→ **Available data**:
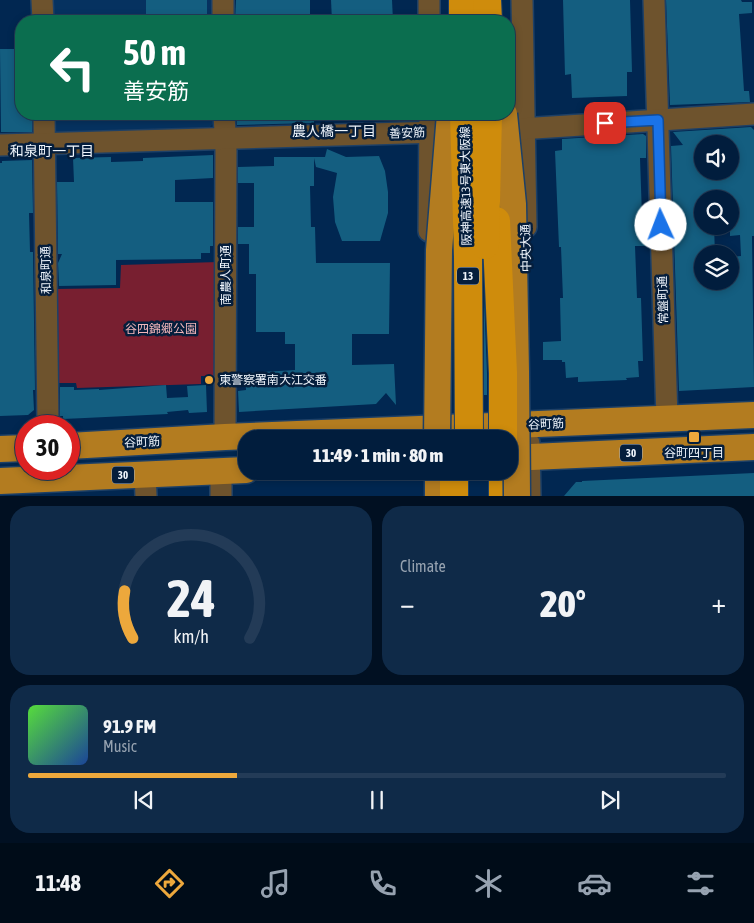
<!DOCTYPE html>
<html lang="en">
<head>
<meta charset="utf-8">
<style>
  body { margin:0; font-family:"Asap Condensed","Noto Sans JP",sans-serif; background:#0f2a48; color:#f1f3f6; height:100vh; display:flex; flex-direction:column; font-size:19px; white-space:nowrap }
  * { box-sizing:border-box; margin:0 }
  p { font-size:16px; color:#96a2b0 }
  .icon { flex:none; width:28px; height:28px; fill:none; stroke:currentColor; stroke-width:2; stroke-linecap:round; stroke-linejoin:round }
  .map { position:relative; height:496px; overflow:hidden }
  .drawer { display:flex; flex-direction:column; gap:10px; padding:10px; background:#011022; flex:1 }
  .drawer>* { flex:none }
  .banner { position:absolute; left:15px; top:15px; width:500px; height:105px; border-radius:20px; box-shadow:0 2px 8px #0003,0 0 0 1px #233b57; background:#0b6e4f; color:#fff; overflow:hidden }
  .fabs { position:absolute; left:694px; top:135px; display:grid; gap:10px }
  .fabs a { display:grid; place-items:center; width:45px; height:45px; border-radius:50%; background:#011d3d; box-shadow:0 2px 8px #0003,0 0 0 1px #233b57; font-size:25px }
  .speed { position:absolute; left:15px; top:415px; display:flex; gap:10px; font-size:25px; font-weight:700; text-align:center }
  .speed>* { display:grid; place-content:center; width:65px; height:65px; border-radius:50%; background:#011d3d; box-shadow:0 2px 8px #0003,0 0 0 1px #233b57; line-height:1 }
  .speed .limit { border:8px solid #d22; background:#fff; color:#111 }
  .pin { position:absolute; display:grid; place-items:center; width:42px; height:42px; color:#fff; margin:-21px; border-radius:10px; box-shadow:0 2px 8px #0006 }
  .me { position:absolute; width:55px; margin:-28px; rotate:358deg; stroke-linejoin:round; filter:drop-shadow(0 0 4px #0008) }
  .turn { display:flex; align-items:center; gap:18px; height:105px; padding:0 25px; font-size:22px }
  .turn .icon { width:65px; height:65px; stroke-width:2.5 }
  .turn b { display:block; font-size:35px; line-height:42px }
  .big { font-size:38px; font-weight:800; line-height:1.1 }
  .drawer .card { flex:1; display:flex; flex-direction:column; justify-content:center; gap:8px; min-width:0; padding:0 18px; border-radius:20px; background:#0f2a48 }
  .drawer .dial { align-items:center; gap:0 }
  .dial svg { height:130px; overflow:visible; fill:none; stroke:#233b57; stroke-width:7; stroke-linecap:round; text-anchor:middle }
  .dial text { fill:#f1f3f6; stroke:none }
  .song { display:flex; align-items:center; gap:15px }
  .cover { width:60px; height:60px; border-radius:8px; background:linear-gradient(135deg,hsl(110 70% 55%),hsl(220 70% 35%)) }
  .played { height:5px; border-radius:2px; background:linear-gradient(90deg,#eda83c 30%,#233b57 30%) }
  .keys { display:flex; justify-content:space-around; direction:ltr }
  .heat { display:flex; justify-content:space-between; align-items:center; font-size:28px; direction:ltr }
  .drawer .tiles { flex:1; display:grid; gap:10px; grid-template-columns:1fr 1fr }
  .card:last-child { grid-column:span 2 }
  .trip { position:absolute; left:238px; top:430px; width:280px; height:50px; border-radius:20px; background:#011d3d; box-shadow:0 2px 8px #0003,0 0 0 1px #233b57; font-weight:800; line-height:50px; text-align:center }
  .tab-bar { display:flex; height:80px; justify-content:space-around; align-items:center; background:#000c18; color:#96a2b0 }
  .tab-bar .icon { width:35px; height:35px }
  .tab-bar .active { color:#eda83c }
  .tab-bar b { font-size:22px; color:#f1f3f6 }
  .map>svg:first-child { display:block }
  .built { fill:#063260 }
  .green { fill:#781f30 }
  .building { fill:#145e80; fill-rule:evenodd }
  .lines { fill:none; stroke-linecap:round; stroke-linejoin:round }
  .minor-casing { stroke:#1e4066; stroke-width:24 }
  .major-casing { stroke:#1e4066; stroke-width:29 }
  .highway-casing { stroke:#1e4066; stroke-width:30 }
  .minor { stroke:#6e532d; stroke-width:21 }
  .major { stroke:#b37c20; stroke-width:26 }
  .highway { stroke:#cf8c0c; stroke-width:28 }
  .major-bridge-casing { stroke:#1e4066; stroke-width:29; stroke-linecap:butt }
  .highway-bridge-casing { stroke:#1e4066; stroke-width:30; stroke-linecap:butt }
  .major-bridge { stroke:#b37c20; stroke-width:26 }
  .highway-bridge { stroke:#cf8c0c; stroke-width:28 }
  .route-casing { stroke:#114b97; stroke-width:12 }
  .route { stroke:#1a73e8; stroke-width:9 }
  .poi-dot { fill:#eda83c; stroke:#051e3c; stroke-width:2 }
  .labels { text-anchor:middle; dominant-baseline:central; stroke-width:5; stroke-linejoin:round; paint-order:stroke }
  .shield { fill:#051e3c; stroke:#a9b4c2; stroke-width:1 }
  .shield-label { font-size:11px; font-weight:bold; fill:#eff5fc }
  .street-label { font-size:12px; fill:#eff5fc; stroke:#051e3c }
  .park-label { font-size:12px; fill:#f2b6ba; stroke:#051e3c }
  .poi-label { font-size:12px; fill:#eff5fc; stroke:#051e3c; text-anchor:start }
  .neighbourhood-label { font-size:14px; fill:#eff5fc; stroke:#051e3c }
</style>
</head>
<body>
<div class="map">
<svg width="754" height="496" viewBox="0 0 754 496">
  <rect width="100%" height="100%" fill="#012751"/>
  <g class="built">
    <polygon points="53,0 213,0 214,21 53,21"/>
    <polygon points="55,114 215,114 215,122 209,128 55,132"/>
  </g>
  <polygon class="green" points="218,262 217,376 201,376 201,384 77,388 76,383 56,383 55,289 120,288 121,265"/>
  <g class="building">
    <polygon points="146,0 207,0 207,15 199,15 199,21 146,21"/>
    <polygon points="236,0 310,0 310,21 235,21"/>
    <polygon points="331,0 392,0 393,21 332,21"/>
    <polygon points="563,0 630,0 632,72 627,72 627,96 572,98 571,74 565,75"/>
    <polygon points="666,0 741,0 742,2 752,2 752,13 739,14 744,91 749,91 750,102 670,105"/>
    <polygon points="0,49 21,49 21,114 32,114 32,132 1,132"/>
    <polygon points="236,114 314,114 314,123 237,125"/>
    <path d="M 751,127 L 754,130 L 754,236 L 752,236 L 754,387 L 679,391 L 671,146 L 683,145 L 673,132 ZM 702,144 L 730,144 L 730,171 L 702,171 ZM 702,199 L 730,199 L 730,236 L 740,235 L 741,256 L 730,257 L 730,281 L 702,281 L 702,254 L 715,254 L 714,226 L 702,226 Z"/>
    <polygon points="643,134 646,136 646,158 640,158 642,216 643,216 644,228 646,228 646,246 635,246 637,298 641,298 643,361 638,361 639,377 626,378 627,380 578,382 578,377 566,378 565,362 562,362 562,360 543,360 543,342 561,341 560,298 563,298 561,247 559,247 555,151 562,150 562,139"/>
    <polygon points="327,149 346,157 379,156 385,171 388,192 388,213 380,241 342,241 335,222 333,197 337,173 316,167 314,158 314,186 310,186 311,227 315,227 316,263 390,263 389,334 352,334 352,365 394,364 396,405 386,393 376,404 239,412 238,391 246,390 245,373 295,370 295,344 285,344 285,332 256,332 256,274 249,274 249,244 238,244 238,227 254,227 254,183 238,183 238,167 274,166 274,157 325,157"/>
    <polygon points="213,155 213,178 175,180 175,202 213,202 213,246 210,246 210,253 201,253 201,259 116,260 116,285 59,286 58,263 62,254 58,254 57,182 74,182 73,158 111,157 111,162 143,161 143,158"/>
    <polygon points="32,160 33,213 29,213 30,252 33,252 35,390 33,390 34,410 28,415 0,416 0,163 2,163 2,161"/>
    <polygon points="484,297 487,373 487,395 484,395"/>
    <polygon points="166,385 167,398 188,397 187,386 206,385 207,412 189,413 188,410 167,412 168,414 85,418 63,419 63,416 60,416 60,387 74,387 74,390 99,389 99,390"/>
    <polygon points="754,473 754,496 564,496 576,482 582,482 582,481"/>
  </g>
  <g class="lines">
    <defs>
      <g id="minor">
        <polyline points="42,0 43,21"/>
        <polyline points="223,0 223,21"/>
        <polyline points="429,0 429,21"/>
        <polyline points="522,0 526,227"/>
        <polyline points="654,0 667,419"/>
        <polyline points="44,114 48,426"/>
        <polyline points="224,114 226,151 225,437"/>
        <polyline points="0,145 504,130 754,114"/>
        <polyline points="429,231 430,114"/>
        <polyline points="529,443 530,496"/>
        <polyline points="221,472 221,496"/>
        <polyline points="145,474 146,496"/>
      </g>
      <g id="major">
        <polyline points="69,446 225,437 754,415"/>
        <polyline points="0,449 26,448"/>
        <polyline points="509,458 754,447"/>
        <polyline points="438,471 438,496"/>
        <polyline points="0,481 246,470"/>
      </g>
      <g id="highway">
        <polyline points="463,0 463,21"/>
        <polyline points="487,0 488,21"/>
        <polyline points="454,471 454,496"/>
        <polyline points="503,471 503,496"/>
      </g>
    </defs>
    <use href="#minor" class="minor-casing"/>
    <use href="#major" class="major-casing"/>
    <use href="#highway" class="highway-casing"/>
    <use href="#minor" class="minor"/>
    <use href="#major" class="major"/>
    <use href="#highway" class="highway"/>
    <defs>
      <g id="major-bridge">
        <polyline points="504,114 513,204 516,372 517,496"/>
        <polyline points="437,439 439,250 450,114"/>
      </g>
      <g id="highway-bridge">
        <polyline points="464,114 468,257 469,439"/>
        <polyline points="496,221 503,373 503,439"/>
        <polyline points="485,245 488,114"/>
      </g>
    </defs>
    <use href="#major-bridge" class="major-bridge-casing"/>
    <use href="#highway-bridge" class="highway-bridge-casing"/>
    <use href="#major-bridge" class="major-bridge"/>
    <use href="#highway-bridge" class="highway-bridge"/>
  </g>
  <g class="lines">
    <defs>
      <polyline id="route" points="605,123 658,120 661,225"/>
    </defs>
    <use href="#route" class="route-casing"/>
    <use href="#route" class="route"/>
  </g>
  <g class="poi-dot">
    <circle cx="209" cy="380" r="5"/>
    <rect x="688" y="431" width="12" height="12" rx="2.5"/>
  </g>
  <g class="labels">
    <g class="shield">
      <rect x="457" y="267.5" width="22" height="17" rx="4"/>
      <rect x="620" y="444.5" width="22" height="17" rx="4"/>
      <rect x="112" y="466.5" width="22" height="17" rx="4"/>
    </g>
    <g class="shield-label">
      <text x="468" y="276">13</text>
      <text x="631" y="453">30</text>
      <text x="123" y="475">30</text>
    </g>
    <g class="street-label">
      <text transform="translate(407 133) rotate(-2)">善安筋</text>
      <text transform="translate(466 186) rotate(-91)">阪神高速13号東大阪線</text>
      <text transform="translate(526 248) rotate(-91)">中央大通</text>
      <text transform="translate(46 270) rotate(-91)">和泉町通</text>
      <text transform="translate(226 275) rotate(-90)">南農人町通</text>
      <text transform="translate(663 300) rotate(-92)">常盤町通</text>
      <text transform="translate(546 424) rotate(-3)">谷町筋</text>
      <text transform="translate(142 442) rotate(-3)">谷町筋</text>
    </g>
    <g class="park-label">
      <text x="161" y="329">谷四錦郷公園</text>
    </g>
    <g class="poi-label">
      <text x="219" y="380">東警察署南大江交番</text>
      <text x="694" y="453" text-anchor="middle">谷町四丁目</text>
    </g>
    <g class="neighbourhood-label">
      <text x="334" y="131">農人橋一丁目</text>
      <text x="52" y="151">和泉町一丁目</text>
    </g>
  </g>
</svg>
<div class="fabs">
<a><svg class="icon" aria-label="sound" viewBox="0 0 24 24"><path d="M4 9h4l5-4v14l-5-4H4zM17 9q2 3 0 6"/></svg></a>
<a><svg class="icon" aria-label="search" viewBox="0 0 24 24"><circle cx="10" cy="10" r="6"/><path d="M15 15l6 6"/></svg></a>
<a><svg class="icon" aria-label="layers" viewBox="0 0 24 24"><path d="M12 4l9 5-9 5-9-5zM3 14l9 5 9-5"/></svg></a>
</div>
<div class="speed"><div class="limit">30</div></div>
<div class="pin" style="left:605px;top:123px;background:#d93025"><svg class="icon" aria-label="arrive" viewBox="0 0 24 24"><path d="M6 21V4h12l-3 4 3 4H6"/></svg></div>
<svg class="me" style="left:661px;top:225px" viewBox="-20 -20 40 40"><circle r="19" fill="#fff"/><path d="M0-13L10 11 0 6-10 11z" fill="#1a73e8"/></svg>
<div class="trip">11:49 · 1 min · 80 m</div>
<div class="banner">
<div class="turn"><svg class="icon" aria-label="left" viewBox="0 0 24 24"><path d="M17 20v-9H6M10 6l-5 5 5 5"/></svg><div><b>50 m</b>善安筋</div></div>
</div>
</div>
<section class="drawer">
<div class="tiles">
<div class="card dial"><svg viewBox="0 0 100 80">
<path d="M14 69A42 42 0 1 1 86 69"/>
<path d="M14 69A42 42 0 0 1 9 40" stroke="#eda83c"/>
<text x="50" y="56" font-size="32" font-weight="700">24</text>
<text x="50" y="72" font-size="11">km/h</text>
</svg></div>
<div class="card"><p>Climate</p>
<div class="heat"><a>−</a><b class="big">20°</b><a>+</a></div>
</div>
<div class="card">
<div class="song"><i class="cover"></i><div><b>91.9 FM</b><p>Music</p></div></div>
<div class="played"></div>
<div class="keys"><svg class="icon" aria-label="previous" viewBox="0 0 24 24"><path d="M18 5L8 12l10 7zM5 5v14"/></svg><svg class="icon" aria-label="pause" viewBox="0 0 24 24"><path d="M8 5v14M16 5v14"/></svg><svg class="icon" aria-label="next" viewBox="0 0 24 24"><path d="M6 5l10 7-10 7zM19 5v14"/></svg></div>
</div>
</div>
</section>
<nav class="tab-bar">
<b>11:48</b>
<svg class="icon active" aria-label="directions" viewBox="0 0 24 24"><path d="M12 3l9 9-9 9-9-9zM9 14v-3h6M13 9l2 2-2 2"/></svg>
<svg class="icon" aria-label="music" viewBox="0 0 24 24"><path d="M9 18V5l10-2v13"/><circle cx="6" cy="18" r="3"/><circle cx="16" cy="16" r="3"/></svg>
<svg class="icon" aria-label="phone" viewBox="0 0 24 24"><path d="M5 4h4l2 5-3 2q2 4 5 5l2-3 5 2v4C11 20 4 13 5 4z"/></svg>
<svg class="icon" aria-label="climate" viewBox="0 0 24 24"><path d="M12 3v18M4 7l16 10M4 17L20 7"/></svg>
<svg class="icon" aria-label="car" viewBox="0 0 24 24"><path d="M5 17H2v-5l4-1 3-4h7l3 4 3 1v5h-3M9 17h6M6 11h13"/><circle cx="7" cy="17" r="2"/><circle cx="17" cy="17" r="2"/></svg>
<svg class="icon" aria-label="filters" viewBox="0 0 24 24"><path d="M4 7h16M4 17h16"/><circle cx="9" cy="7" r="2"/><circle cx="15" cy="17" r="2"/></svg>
</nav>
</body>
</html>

→ **Problem to work on**:
Give the number of lines in the records that contain the string "fabs", and nothing besides.

→ **Solved problem**:
3